During his time at Bethlem and Broadmoor Dadd created his most celebrated paintings. These included the Fairy Feller's Master-Stroke and thirty-three watercolour drawings titled Sketches to Illustrate the Passions, which include Grief or Sorrow, Love, and Jealousy, as well as Agony-Raving Madness and Murder.

Ordinary people

However, many of the most intriguing stories are found by looking at the tales of ordinary people who populated the asylum.
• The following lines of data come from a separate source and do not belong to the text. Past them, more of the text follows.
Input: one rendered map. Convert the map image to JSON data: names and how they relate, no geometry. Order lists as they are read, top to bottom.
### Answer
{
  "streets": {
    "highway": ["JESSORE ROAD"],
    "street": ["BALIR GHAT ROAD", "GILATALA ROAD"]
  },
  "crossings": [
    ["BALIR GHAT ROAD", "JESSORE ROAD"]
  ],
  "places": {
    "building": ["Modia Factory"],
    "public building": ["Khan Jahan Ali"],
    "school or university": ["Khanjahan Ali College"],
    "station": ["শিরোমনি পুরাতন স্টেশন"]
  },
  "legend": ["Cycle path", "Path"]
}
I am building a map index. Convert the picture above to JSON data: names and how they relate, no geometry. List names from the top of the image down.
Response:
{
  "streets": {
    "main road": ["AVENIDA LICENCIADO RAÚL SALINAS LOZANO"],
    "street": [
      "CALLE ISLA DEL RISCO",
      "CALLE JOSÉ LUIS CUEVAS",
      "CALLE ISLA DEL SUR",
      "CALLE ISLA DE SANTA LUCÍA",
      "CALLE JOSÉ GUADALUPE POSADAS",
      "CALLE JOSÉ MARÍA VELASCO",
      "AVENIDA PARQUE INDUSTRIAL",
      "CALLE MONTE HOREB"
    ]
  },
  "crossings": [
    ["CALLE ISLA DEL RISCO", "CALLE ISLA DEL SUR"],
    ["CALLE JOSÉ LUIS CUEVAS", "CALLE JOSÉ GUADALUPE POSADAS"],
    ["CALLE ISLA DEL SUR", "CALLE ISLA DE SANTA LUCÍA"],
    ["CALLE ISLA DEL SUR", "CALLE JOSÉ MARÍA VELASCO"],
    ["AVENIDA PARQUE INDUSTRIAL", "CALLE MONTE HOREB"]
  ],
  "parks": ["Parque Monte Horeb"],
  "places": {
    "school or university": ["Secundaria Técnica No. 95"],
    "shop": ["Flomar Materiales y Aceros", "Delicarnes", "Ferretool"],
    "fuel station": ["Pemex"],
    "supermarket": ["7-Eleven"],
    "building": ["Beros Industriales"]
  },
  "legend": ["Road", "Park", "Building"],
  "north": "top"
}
Wages of people working at Broadmoor

Wages of people working at Broadmoor

Rhonda Niven, who has toiled for the past two years restoring original Victorian books at the museum, said: "I tend to focus on the ordinary people. I've been reading about the women who were in for child murder, I guess they were post-natally depressed, and a lot of letters from wives and mothers asking how their children are."

And staff records are also kept - including an account of one staff member who was punished for eating an inmate's pudding.